When massaging your employees doesn’t count as harassment

As an employee, what would you think if your boss - who is the opposite sex - spent two to three minutes standing behind your chair, with you sat at your desk, massaging your shoulders? 

You hadn't asked for or encouraged this behaviour and you felt deeply uncomfortable. Shouldn't that meet the definition of harassment? Apparently not, according to a decision of the Employment Appeal Tribunal published today. Of course all legal cases have different facts and a judge will have to weigh up the evidence before them before reaching a decision, but this remains an odd outcome. 
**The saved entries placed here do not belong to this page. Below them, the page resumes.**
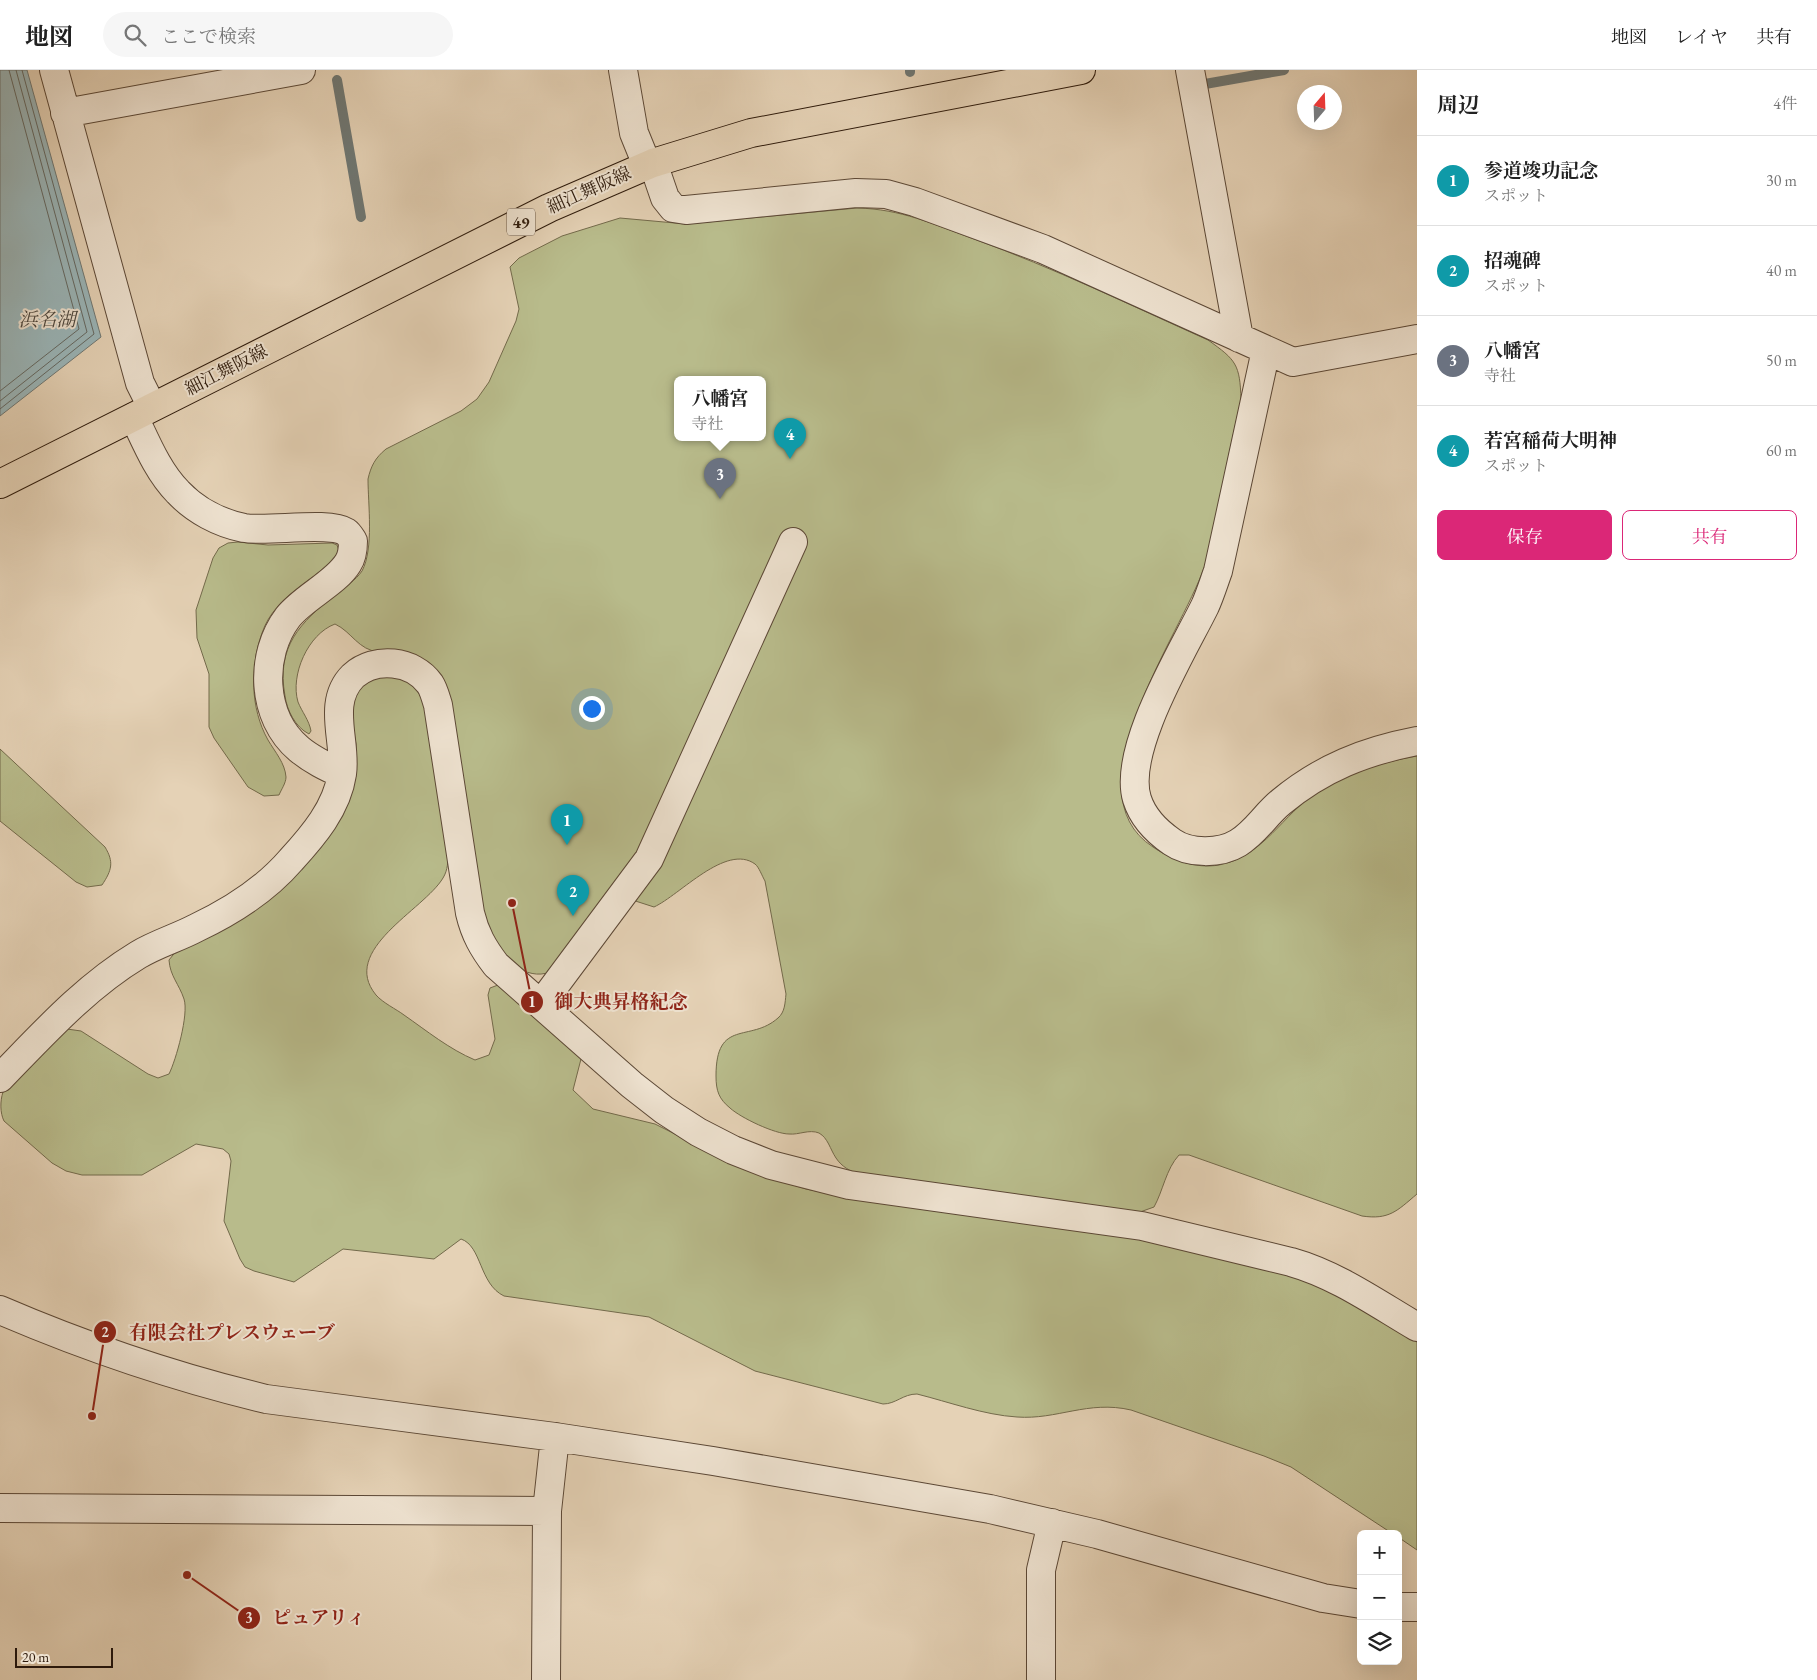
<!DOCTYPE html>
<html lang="ja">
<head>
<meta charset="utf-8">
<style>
  :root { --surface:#fff; --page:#f6f6f6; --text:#222; --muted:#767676; --line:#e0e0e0; --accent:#db2777 }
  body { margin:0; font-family:"EB Garamond","Noto Serif JP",serif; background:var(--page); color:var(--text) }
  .controls { position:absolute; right:15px; bottom:15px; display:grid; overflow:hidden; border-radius:8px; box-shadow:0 5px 20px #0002 }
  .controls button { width:45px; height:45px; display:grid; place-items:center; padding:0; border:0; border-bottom:1px solid var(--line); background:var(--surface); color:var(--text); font:25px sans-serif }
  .compass { position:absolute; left:1297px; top:15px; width:45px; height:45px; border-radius:50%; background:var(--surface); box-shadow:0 5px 20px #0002; rotate:19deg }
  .scale { position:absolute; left:15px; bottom:12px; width:98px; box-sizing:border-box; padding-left:5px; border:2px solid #2e1a0b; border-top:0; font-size:14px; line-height:18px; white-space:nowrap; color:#2e1a0b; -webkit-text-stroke:4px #eee2d0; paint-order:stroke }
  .you { position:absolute; left:591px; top:638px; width:18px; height:18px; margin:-12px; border:4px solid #fff; border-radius:50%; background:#1a73e8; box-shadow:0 0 0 8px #1a73e833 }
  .badge { display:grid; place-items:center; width:32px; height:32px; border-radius:50%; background:var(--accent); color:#fff; font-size:16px; font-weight:700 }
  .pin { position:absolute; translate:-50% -41px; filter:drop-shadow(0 1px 2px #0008) }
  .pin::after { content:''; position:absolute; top:26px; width:18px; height:15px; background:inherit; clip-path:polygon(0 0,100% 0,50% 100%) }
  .popup { position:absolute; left:674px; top:306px; width:92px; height:65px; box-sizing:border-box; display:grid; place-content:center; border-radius:8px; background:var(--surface); filter:drop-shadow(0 1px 4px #0005); font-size:16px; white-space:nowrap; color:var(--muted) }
  .popup b { font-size:19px; color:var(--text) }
  .popup::after { content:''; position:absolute; left:50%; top:100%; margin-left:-10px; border:10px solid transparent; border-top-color:var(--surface) }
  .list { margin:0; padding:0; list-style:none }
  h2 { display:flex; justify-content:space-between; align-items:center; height:65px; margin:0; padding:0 20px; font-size:21px }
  h2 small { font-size:16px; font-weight:400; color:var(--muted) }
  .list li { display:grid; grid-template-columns:32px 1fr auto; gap:15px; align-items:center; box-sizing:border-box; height:90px; padding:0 20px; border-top:1px solid var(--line) }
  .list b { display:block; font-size:19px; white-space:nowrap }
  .list p { margin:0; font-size:16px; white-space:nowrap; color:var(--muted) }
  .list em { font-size:16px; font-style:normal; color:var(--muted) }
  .actions { display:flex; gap:10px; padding:15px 20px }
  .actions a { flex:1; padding:11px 0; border:1px solid var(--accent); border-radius:8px; text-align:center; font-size:18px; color:var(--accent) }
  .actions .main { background:var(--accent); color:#fff }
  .icon { flex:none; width:28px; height:28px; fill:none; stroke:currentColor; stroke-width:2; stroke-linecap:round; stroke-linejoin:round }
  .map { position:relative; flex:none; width:1417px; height:1610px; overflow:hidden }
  header { display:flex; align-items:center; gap:30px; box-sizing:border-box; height:70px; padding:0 25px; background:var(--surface); border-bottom:1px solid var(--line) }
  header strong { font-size:24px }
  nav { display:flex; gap:28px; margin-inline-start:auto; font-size:18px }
  .search { width:350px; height:45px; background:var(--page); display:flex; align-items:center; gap:12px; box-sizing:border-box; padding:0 18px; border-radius:28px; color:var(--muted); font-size:19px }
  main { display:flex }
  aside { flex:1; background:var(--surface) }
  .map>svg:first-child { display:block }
  .green { fill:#b8bb8b; stroke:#736a4b; fill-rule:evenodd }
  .water { fill:#9ab5b8; stroke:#6f7773 }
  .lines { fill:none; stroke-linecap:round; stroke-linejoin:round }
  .shore { stroke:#646862; stroke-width:1 }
  .stream { stroke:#6f7773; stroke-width:10 }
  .minor-casing { stroke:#5c4836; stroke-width:30 }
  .major-casing { stroke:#2e1a0b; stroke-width:30 }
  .minor { stroke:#eee2d0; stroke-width:28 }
  .major { stroke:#e5d2b6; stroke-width:28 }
  .labels { text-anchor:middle; stroke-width:4; stroke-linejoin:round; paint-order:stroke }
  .shield { fill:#eee2d0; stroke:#685646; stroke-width:1 }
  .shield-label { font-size:16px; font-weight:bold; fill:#2e1a0b }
  .street-label { font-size:18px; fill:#2e1a0b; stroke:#eee2d0 }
  .water-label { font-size:19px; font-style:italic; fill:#4e483f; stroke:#eee2d0 }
  .leader { fill:none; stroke:#8f2418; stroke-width:2 }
  .callout-dot { fill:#8f2418; stroke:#eee2d0; stroke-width:2 }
  .mark-label { font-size:15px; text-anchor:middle; font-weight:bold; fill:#fff }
  .callout-label { font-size:19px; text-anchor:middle; font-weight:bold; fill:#8f2418; stroke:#eee2d0; stroke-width:4; stroke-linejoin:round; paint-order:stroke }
</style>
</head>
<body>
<header>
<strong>地図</strong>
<div class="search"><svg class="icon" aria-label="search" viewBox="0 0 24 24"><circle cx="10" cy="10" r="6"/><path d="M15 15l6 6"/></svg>ここで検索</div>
<nav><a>地図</a><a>レイヤ</a><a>共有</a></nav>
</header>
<main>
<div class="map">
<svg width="1417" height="1610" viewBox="0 0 1417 1610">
  <rect width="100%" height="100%" fill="#e5d2b6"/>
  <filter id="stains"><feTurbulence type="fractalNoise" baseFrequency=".004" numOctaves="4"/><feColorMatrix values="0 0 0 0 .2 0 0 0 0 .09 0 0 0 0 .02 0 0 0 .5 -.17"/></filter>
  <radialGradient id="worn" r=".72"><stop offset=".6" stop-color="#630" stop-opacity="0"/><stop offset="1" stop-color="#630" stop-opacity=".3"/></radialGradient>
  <!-- green -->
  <path class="green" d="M857,138C901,139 933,154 974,169C1054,198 1130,235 1208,270C1236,290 1240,294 1241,330C1233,364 1226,399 1219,433C1214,455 1211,477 1204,498C1181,564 1067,722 1153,777C1172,790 1195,799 1219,795C1263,787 1283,744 1318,721C1349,702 1382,692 1417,686V1124C1397,1141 1389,1150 1362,1146L1189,1085H1179C1166,1099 1163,1121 1154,1137L1140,1142L860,1105C850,1101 842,1097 836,1088C830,1079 828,1068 819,1063C809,1059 799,1065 789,1064C775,1064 741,1048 730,1038C719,1029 716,1021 716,1006C716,948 750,973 778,948C785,942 785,933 786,924L765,811C762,806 759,797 755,794C726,773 680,825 654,837L623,827L554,900C532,913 503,893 493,871C489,861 486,851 482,841L451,632L379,582C358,580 352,562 335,554C308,564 290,605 298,632C302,642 309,650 311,661L309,664C295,657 287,640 285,626C276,576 300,553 336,524C345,517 356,510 362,501C374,479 368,434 368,409C371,396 375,388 386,379L461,341L477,329L489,312L516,251L519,239L510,197L519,188L562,166L620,148L686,154ZM678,310H762V368H678Z
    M238,472L268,475L332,473L337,475L339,481C318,512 276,522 262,563C250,597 250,638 268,670C275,682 285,693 286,707C286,713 281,720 279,725L264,726L248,717L214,668L209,657V604L197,568L196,540L213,488L219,478L228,473Z
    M392,605C412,612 419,619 426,639L448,782C448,791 448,800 443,808C424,840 339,880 376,925C383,933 396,939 404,945C427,961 449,979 475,990L489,985L495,969L488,925L490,918L498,915L577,983L581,989L573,1020L593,1039L655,1054L729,1091L767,1107L806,1119L847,1127L1119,1165L1288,1204L1341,1225L1417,1272V1480L1398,1467V1464H1393L1291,1397L1264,1386L1131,1340C1088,1330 1057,1350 1017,1347C984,1345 949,1332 917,1324C903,1324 896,1334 883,1334L755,1301L649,1247L504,1226C479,1214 482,1176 461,1169L434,1189L343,1179L294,1212L254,1201L245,1197L240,1189L224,1151L231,1091L229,1084L223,1079L196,1074L142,1105H82L66,1101L52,1093L4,1051C0,1043 0,1031 3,1022L61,962L67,959L81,961L148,1004L158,1008L169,1004C176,990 189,944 184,929C179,914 170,906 169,890L177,880L202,869L354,706C355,695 356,684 356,674C355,665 351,656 351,647C349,619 368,608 392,605Z
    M0,679L105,777C114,792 112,800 102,815L87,817L76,812L0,751Z"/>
  <!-- water -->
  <path class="water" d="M0,0H27L101,267L0,346Z"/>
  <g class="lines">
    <!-- shore -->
    <path class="shore" d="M0,321L79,259L9,0
      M0,331L87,262L16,0
      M0,339L94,264L22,0"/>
    <!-- stream -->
    <path class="stream" d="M910,0V2
      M337,10L361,147
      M1205,14L1284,0"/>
    <defs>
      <path id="minor" d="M54,0L140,313L152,337
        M623,0L634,63L647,95
        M1190,0L1239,268
        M65,43L301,0
        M653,93L665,128L673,138L686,140L856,123L886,124L915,132L1043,179L1293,292L1417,269
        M1266,280L1218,501C1214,512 1210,525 1205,536C1183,581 1122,680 1137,729C1143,748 1156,761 1172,772C1189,784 1220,784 1238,773C1256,762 1265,745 1281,732C1322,698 1365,681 1417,671
        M134,347C146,372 158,402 178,422C195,440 219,453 244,458C269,462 329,451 346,462C349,464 351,468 353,471C353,478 352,487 348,493C336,513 304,527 288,547C259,585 261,647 299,679C312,690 327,697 342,704
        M541,934L649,789L793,472
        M0,1008C43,964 85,917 138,885C156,874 177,868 196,858C230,842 266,819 291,790C313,766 337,738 342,704C347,672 326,633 353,606C375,586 413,590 430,614C434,620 436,629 438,635L470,843C475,864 483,878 496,895L632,1015L664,1040L698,1062L733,1080L771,1095L849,1115L1142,1156L1291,1192C1337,1205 1376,1233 1417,1257
        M0,1240C86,1277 175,1307 266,1329L555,1367L713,1391L990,1439L1097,1464L1323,1528L1361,1534
        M0,1438L547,1441
        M1398,1537H1417
        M546,1610L547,1441L555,1367
        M1041,1610V1500L1052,1453"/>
      <path id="major" d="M0,414L549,138L653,93L751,63L1081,0"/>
    </defs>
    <!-- minor casing -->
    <use href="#minor" class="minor-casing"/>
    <!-- major casing -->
    <use href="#major" class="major-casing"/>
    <!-- minor -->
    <use href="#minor" class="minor"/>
    <!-- major -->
    <use href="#major" class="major"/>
  </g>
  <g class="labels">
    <!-- shield labels -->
    <rect class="shield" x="507" y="138.5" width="28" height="27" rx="4"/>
    <g class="shield-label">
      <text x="521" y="158">49</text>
    </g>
    <!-- street labels -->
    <g class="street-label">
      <text transform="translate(589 120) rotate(-24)" y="6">細江舞阪線</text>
      <text transform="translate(226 300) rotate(-27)" y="6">細江舞阪線</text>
    </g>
    <!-- water labels -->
    <g class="water-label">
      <text x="47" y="256">浜名湖</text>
    </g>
  </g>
  <!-- callouts -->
  <path class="leader" d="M512 833L532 932M92 1346L105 1262M187 1505L249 1548"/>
  <g class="callout-dot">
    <circle cx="512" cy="833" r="5"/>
    <circle cx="92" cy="1346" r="5"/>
    <circle cx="187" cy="1505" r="5"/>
    <circle cx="532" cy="932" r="12"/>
    <circle cx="105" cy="1262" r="12"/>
    <circle cx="249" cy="1548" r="12"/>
  </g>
  <g class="mark-label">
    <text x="532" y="937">1</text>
    <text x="105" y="1267">2</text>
    <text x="249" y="1553">3</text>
  </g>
  <g class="callout-label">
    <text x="621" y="938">御大典昇格紀念</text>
    <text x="232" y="1269">有限会社プレスウェーブ</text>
    <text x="319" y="1554">ピュアリィ</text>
  </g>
  <rect width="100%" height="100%" filter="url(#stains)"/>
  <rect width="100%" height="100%" fill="url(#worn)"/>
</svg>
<div class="controls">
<button>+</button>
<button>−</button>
<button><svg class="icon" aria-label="layers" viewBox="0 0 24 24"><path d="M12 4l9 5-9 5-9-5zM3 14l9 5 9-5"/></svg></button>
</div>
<svg class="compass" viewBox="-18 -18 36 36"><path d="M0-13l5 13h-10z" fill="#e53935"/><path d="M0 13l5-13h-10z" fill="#767676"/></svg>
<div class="scale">20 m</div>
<div class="you"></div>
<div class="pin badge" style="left:567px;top:775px;background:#0f9aa8">1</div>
<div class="pin badge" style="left:573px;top:846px;background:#0f9aa8">2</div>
<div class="pin badge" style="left:720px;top:429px;background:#6b7280">3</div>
<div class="popup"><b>八幡宮</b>寺社</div>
<div class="pin badge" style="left:790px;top:389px;background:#0f9aa8">4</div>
</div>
<aside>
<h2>周辺<small>4件</small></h2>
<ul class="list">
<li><span class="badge" style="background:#0f9aa8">1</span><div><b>参道竣功記念</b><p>スポット</p></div><em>30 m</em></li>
<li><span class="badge" style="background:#0f9aa8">2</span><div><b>招魂碑</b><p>スポット</p></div><em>40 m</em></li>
<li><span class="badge" style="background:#6b7280">3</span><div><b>八幡宮</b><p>寺社</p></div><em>50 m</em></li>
<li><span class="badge" style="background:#0f9aa8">4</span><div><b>若宮稲荷大明神</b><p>スポット</p></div><em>60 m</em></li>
</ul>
<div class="actions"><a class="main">保存</a><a>共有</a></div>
</aside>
</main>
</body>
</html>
Our recent survey of retail workers found 1 in 10 had been subject to some form of harassment including inappropriate touching. Men are affected almost as much as women.

The legal test for harassment comes in two parts. The first is that the employer created a hostile, intimidating or offensive environment, the second that the conduct was related to sex (ie gender). 

The tribunal in this case said there wasn’t sufficient evidence to establish the second part of the test. However,  given that it did accept the conduct of the manager was unwanted and met the first part of the test,  the employer arguably had a narrow escape in this case. 

So employers shouldn't be more relaxed following this decision. It is an example of behaviour at work which is fraught with risk and cuts across all attempts to build a safe and positive culture - regardless of whether the law says it counts as harassment.

We have found the purpose of the conduct was misguided encouragement; the context is a standing manager over a sitting team member; the contact was with a "gender neutral" part of the body in an open plan office.